Prabowo has not publicly endorsed the planned protests, but he has not tried to prevent them either, saying his supporters were free to excercise free speech if they were not happy with the elections.
However, his statements and behavior have encouraged the protesters. Besides denouncing the election, he has ruled out taking his grievance to the Constitutonal Court, knowing that, in the absence of strong evidence of fraud, he’d lose the petition, just as he lost his case in front of the court in 2014, when he was similarly questioning a Jokowi victory.
If he had any shred of statesmenhip, he would call off the protests and gracefully accept defeat so that the nation could move on.
If Wednesday’s protests escalate and, God forbid, violence erupts or terrorists succeed with their plans, it would not only reflect badly on the security apparatus, but it would also tell us of their failure to enforce the law. Without law enforcement, so goes our democracy.

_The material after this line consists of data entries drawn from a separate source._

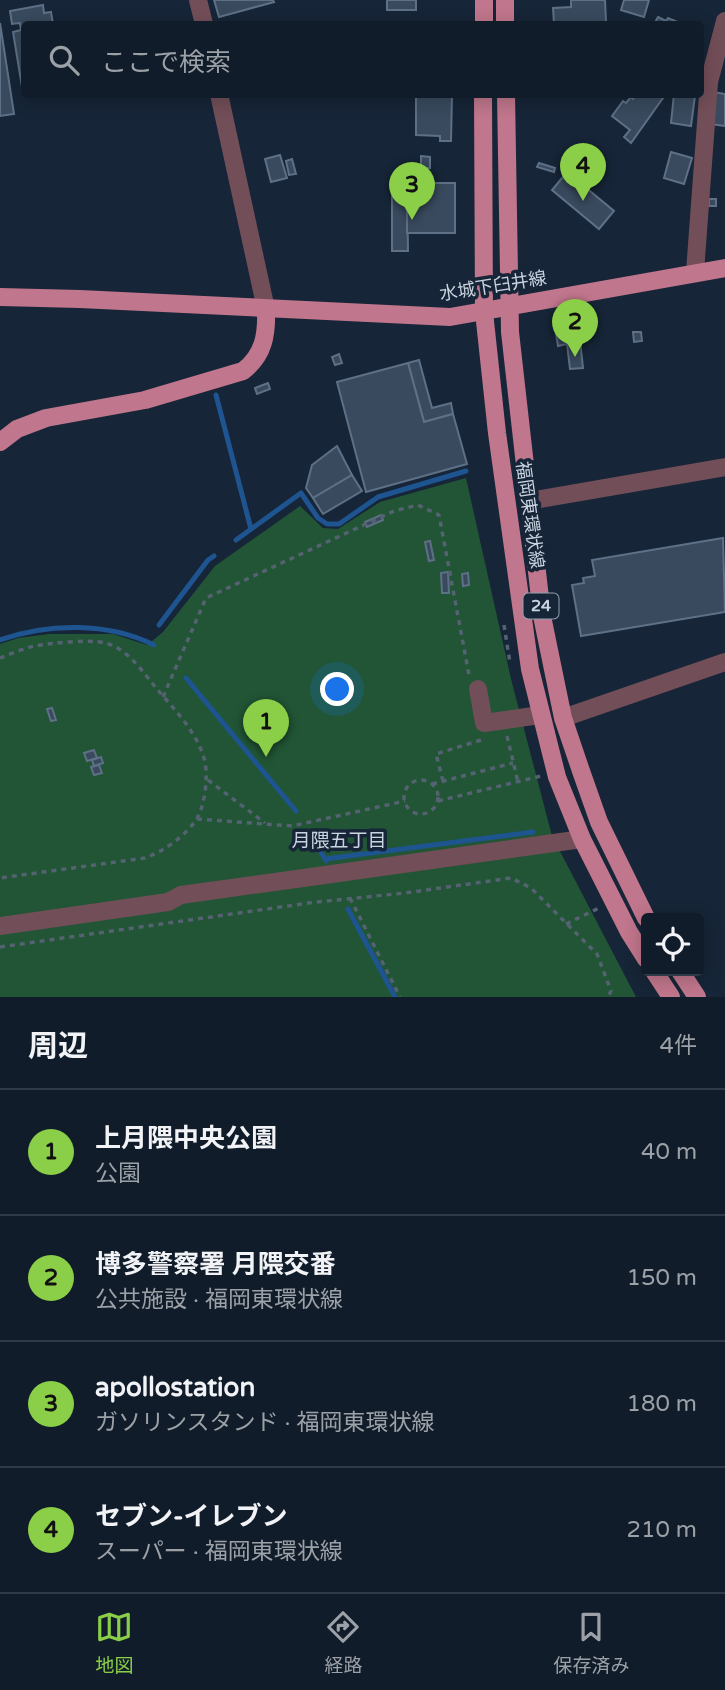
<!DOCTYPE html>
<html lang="ja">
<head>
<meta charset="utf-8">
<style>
  body { margin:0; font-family:"Varela Round","Noto Sans JP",sans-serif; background:#1e2935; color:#f1f3f6 }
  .controls { position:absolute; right:21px; bottom:21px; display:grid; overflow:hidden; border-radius:7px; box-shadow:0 4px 18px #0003 }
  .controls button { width:63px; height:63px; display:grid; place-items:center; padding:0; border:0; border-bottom:2px solid #303a46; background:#101c29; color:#f1f3f6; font:35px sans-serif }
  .you { position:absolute; left:338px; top:690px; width:24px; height:24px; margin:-18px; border:5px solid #fff; border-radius:50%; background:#1a73e8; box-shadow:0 0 0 10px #1a73e833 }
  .badge { display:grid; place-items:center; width:46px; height:46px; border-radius:50%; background:#8bce47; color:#111; font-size:23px; font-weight:700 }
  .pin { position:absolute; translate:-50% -58px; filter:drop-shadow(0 2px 4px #0008) }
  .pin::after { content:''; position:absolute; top:37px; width:24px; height:21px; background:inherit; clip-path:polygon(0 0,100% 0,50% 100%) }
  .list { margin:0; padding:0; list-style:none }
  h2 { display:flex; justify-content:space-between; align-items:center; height:91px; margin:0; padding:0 28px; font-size:30px }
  h2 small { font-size:23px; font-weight:400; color:#9ca1a8 }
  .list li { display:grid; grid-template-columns:46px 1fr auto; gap:21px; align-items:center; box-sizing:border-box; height:126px; padding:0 28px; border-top:2px solid #303a46 }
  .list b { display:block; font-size:26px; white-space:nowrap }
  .list p { margin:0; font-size:23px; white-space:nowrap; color:#9ca1a8 }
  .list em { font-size:23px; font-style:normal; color:#9ca1a8 }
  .icon { flex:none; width:38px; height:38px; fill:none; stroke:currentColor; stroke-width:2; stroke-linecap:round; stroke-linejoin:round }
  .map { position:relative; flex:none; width:725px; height:997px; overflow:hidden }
  .search { position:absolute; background:#101c29; box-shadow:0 4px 18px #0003; left:21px; right:21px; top:21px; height:77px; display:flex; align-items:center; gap:18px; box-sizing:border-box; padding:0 24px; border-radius:7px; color:#9ca1a8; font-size:26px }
  .sheet { height:595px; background:#101c29 }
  nav { display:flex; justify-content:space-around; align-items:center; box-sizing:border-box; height:98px; border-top:2px solid #303a46; background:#101c29; font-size:19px; color:#9ca1a8 }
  nav a { display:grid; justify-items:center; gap:4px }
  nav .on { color:#8bce47 }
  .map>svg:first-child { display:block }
</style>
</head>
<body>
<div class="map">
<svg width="725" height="997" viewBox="0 0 725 997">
  <rect width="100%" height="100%" fill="#162537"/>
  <polygon fill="#215535" points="466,478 511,679 552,836 636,997 0,997 0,644 18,638 49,634 113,634 147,645 163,632 215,566 300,506 323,528 338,529 380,502"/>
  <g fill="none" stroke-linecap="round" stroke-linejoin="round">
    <g stroke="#1e5490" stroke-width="5">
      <polyline points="216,395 251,529"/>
      <polyline points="236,540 301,493 318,518 327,524 339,524 378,497 466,471"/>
      <polyline points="159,625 208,560 214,556"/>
      <path d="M0,640C48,623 108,622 154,645"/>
      <polyline points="186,678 296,811"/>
      <polyline points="311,835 326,861"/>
      <polyline points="325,859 533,832"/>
      <polyline points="348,909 395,997"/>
    </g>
  </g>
  <g fill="#394a5e" stroke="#5e7086" stroke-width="2">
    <polygon points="214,0 273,0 274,2 219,17"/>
    <rect x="387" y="0" width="29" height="10"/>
    <polygon points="571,0 605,0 606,22 554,24 553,8 571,7"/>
    <polygon points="624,0 649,0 644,17 621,10"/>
    <polygon points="43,5 44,13 51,12 53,24 24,24 24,87 22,87 13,32 21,30 20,23 12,24 10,11"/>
    <polygon points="658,17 666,21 668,18 682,24 654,24"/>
    <polygon points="0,23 14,114 0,116"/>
    <polygon points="713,92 725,94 725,126 709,124"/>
    <polygon points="416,94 452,94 451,141 440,141 440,136 416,135"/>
    <polygon points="658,94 663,98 631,143 624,137 630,130 612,116 623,101 626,103 631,97 633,99 636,94"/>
    <polygon points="674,94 695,96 691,126 671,123"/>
    <polygon points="671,152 692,158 684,184 664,178"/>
    <polygon points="280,155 287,178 271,182 265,159"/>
    <polygon points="421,156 430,157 430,168 421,168"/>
    <polygon points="292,159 296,174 289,175 286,161"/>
    <polygon points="539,163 555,168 554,172 537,167"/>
    <polygon points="567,172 614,211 599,229 552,190"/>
    <polygon points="392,183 407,183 408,251 392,251"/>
    <rect x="407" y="183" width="48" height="50"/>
    <rect x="709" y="199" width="7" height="7"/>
    <polygon points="579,331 583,368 570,369 567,344 558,346 556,334"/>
    <polygon points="633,332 641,332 642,341 634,342"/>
    <polygon points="339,354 342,363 335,365 332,357"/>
    <polygon points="419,360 432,408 451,403 453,414 424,422 408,363"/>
    <polygon points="408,363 424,422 453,414 467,464 366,492 337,382"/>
    <polygon points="268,383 270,389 257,394 255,388"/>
    <polygon points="337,446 352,475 313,498 306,488 312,465"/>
    <polygon points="352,475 362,491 323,514 313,498"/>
    <polygon points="381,515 383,520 367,527 365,522"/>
    <polygon points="723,538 725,612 581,636 572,585 584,583 583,578 595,576 592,560"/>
    <polygon points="430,541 434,560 429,561 425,542"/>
    <polygon points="448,572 449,593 442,593 441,573"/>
    <polygon points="468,573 469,585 463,586 462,574"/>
    <polygon points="52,708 56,720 51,721 47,709"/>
    <polygon points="94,750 97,758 87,761 84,753"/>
    <polygon points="101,757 103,763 94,766 92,760"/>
    <polygon points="99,765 102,773 94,775 91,767"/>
  </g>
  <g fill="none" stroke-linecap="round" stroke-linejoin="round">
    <g stroke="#546272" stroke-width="3.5" stroke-dasharray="5 5" stroke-linecap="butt">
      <polyline points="504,625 510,663"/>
      <path d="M0,658C11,654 24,648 35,646C52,643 88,639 105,643C127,648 143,672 156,688C174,709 196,731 204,758C209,774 205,807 196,820C184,837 164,851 145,858L0,878"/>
      <polyline points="163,697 206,598 394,511 418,505 439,515 469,675"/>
      <polyline points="507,736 518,782"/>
      <polyline points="208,780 265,823"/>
      <circle cx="421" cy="797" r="17"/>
      <polyline points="443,781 436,754 481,740"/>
      <polyline points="432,784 513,763"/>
      <polyline points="438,801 541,776"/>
      <polyline points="197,819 292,826 405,801"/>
      <polyline points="350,898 400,997"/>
      <polyline points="566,924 599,908"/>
      <polyline points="0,947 316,902 405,893 511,878 531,888 597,954 611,991 608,997"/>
    </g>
    <g stroke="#724e58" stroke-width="18">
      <polyline points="198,0 204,24"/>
      <polyline points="219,94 266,309"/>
      <polyline points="695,272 709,82 725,21"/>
      <polyline points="529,501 725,467"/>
      <polyline points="478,689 484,723 540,715"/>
      <polyline points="563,718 725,662"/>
      <polyline points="0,926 168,902 181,895 582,839"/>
    </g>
    <g stroke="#c0768c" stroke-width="18">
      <polyline points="505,0 505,24"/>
      <polyline points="484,24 484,0"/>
      <polyline points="483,94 484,312 497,433 530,669 557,777 582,839 629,932 646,959"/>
      <polyline points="506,94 510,332 542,616 563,718 581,771 599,822 646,918"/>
      <polyline points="0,297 80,299 450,317 725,268"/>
      <path d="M0,442L17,429L46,418L145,400L243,371C264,355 267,334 266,309"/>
      <polyline points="654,971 671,997"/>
      <polyline points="680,971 697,997"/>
    </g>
  </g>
  <g text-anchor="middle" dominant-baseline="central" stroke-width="7" stroke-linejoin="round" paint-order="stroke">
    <rect fill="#162537" stroke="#94a0ad" stroke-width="2" x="523.5" y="593.5" width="35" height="25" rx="5"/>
    <g font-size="16" font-weight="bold" fill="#cad4e0">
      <text x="541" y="606">24</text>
    </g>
    <g font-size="18" fill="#cad4e0" stroke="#162537">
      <text transform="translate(493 286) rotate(-9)">水城下臼井線</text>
      <text transform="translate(530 515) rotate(82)">福岡東環状線</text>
    </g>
    <g font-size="19" fill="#cad4e0" stroke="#162537">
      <text x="339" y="841">月隈五丁目</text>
    </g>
  </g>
</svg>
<div class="controls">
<button><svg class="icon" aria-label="locate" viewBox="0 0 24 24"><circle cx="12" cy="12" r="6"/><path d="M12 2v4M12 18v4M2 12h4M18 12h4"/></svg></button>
</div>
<div class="you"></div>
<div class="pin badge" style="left:266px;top:757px">1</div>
<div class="pin badge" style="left:575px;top:357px">2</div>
<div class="pin badge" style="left:412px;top:220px">3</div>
<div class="pin badge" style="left:583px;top:201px">4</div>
<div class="search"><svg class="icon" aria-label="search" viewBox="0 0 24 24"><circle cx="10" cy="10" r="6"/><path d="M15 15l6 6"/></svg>ここで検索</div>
</div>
<section class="sheet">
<h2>周辺<small>4件</small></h2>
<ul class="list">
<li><span class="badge">1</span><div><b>上月隈中央公園</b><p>公園</p></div><em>40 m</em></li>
<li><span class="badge">2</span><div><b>博多警察署 月隈交番</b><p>公共施設 · 福岡東環状線</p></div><em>150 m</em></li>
<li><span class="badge">3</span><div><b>apollostation</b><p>ガソリンスタンド · 福岡東環状線</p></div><em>180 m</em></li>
<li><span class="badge">4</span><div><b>セブン-イレブン</b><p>スーパー · 福岡東環状線</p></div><em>210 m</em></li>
</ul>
</section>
<nav>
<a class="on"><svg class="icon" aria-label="map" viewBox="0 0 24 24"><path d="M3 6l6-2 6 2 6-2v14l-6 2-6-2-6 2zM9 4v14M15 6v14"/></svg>地図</a>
<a><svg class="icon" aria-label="directions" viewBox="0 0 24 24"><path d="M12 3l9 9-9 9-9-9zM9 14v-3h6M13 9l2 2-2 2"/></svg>経路</a>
<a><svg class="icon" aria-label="saved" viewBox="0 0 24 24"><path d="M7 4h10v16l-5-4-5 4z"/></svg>保存済み</a>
</nav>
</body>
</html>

On May 21, 1998, Soeharto was forced to step down under pressure from the student-led people power movement after ruling the country for more than three decades. This paved the way for reforms, democracy and freedom and better law enforcement.
Twenty-one years later, the situation today is too different for us to draw any lesson from the 1998 people power movement. A better comparison for today’s prospect or fear of chaos is the days of bloody riots in Jakarta that preceeded Soeharto’s downfall, an event that Prabowo’s political nemeses in the military insist he had a hand in — leading to his dismissal from active service that same year.
On Wednesday, we will see if democracy survives the test of time.